--- Supplied records Enclosed Below ---
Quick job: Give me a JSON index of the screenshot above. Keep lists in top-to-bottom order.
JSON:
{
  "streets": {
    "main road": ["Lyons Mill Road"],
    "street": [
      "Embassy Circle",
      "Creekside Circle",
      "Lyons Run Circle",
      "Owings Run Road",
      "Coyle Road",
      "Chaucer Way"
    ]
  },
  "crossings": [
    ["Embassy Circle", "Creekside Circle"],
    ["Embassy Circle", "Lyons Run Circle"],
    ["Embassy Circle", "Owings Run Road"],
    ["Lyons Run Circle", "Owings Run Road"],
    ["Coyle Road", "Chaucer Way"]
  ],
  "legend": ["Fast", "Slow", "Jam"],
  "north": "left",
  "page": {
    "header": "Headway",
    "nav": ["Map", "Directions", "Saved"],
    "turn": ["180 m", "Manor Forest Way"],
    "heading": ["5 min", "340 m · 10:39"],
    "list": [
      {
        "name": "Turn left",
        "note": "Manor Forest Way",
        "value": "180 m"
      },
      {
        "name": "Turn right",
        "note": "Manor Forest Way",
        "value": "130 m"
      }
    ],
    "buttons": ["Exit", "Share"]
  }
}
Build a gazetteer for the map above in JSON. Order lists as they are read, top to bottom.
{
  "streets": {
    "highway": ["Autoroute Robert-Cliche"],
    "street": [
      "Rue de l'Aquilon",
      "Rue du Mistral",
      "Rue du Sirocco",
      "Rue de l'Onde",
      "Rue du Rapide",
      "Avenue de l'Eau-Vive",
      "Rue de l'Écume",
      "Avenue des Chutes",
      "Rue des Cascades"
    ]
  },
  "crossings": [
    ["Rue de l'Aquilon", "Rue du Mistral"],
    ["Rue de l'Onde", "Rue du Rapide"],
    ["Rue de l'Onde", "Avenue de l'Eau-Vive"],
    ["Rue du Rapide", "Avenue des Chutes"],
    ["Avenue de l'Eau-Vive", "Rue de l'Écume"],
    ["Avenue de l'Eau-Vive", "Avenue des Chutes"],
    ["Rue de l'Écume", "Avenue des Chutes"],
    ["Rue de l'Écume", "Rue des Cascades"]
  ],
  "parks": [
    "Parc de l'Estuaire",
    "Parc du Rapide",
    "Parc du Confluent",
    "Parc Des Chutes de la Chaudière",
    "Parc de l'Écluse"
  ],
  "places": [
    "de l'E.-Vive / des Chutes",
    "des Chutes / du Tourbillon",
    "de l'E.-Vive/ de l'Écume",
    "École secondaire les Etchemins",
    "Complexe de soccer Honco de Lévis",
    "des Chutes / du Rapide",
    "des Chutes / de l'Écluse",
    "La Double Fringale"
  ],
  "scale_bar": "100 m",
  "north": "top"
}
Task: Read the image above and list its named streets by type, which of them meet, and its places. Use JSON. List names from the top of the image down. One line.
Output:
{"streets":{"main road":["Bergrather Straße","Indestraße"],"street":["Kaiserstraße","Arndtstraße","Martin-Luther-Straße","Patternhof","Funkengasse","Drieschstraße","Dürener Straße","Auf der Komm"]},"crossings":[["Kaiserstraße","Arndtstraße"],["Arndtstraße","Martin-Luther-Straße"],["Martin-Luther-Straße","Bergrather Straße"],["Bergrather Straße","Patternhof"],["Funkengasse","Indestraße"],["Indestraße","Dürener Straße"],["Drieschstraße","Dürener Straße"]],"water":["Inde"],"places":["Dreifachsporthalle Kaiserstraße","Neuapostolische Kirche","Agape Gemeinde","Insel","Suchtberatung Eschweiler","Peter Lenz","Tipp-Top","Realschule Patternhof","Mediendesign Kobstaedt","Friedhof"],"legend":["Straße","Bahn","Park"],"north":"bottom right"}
--- End of Enclosed Supplied records ---
Try it: Copy out every entry, keeping each line exactly as it is.

Task answer:
Quick job: Give me a JSON index of the screenshot above. Keep lists in top-to-bottom order.
JSON:
{
  "streets": {
    "main road": ["Lyons Mill Road"],
    "street": [
      "Embassy Circle",
      "Creekside Circle",
      "Lyons Run Circle",
      "Owings Run Road",
      "Coyle Road",
      "Chaucer Way"
    ]
  },
  "crossings": [
    ["Embassy Circle", "Creekside Circle"],
    ["Embassy Circle", "Lyons Run Circle"],
    ["Embassy Circle", "Owings Run Road"],
    ["Lyons Run Circle", "Owings Run Road"],
    ["Coyle Road", "Chaucer Way"]
  ],
  "legend": ["Fast", "Slow", "Jam"],
  "north": "left",
  "page": {
    "header": "Headway",
    "nav": ["Map", "Directions", "Saved"],
    "turn": ["180 m", "Manor Forest Way"],
    "heading": ["5 min", "340 m · 10:39"],
    "list": [
      {
        "name": "Turn left",
        "note": "Manor Forest Way",
        "value": "180 m"
      },
      {
        "name": "Turn right",
        "note": "Manor Forest Way",
        "value": "130 m"
      }
    ],
    "buttons": ["Exit", "Share"]
  }
}
Build a gazetteer for the map above in JSON. Order lists as they are read, top to bottom.
{
  "streets": {
    "highway": ["Autoroute Robert-Cliche"],
    "street": [
      "Rue de l'Aquilon",
      "Rue du Mistral",
      "Rue du Sirocco",
      "Rue de l'Onde",
      "Rue du Rapide",
      "Avenue de l'Eau-Vive",
      "Rue de l'Écume",
      "Avenue des Chutes",
      "Rue des Cascades"
    ]
  },
  "crossings": [
    ["Rue de l'Aquilon", "Rue du Mistral"],
    ["Rue de l'Onde", "Rue du Rapide"],
    ["Rue de l'Onde", "Avenue de l'Eau-Vive"],
    ["Rue du Rapide", "Avenue des Chutes"],
    ["Avenue de l'Eau-Vive", "Rue de l'Écume"],
    ["Avenue de l'Eau-Vive", "Avenue des Chutes"],
    ["Rue de l'Écume", "Avenue des Chutes"],
    ["Rue de l'Écume", "Rue des Cascades"]
  ],
  "parks": [
    "Parc de l'Estuaire",
    "Parc du Rapide",
    "Parc du Confluent",
    "Parc Des Chutes de la Chaudière",
    "Parc de l'Écluse"
  ],
  "places": [
    "de l'E.-Vive / des Chutes",
    "des Chutes / du Tourbillon",
    "de l'E.-Vive/ de l'Écume",
    "École secondaire les Etchemins",
    "Complexe de soccer Honco de Lévis",
    "des Chutes / du Rapide",
    "des Chutes / de l'Écluse",
    "La Double Fringale"
  ],
  "scale_bar": "100 m",
  "north": "top"
}
Task: Read the image above and list its named streets by type, which of them meet, and its places. Use JSON. List names from the top of the image down. One line.
Output:
{"streets":{"main road":["Bergrather Straße","Indestraße"],"street":["Kaiserstraße","Arndtstraße","Martin-Luther-Straße","Patternhof","Funkengasse","Drieschstraße","Dürener Straße","Auf der Komm"]},"crossings":[["Kaiserstraße","Arndtstraße"],["Arndtstraße","Martin-Luther-Straße"],["Martin-Luther-Straße","Bergrather Straße"],["Bergrather Straße","Patternhof"],["Funkengasse","Indestraße"],["Indestraße","Dürener Straße"],["Drieschstraße","Dürener Straße"]],"water":["Inde"],"places":["Dreifachsporthalle Kaiserstraße","Neuapostolische Kirche","Agape Gemeinde","Insel","Suchtberatung Eschweiler","Peter Lenz","Tipp-Top","Realschule Patternhof","Mediendesign Kobstaedt","Friedhof"],"legend":["Straße","Bahn","Park"],"north":"bottom right"}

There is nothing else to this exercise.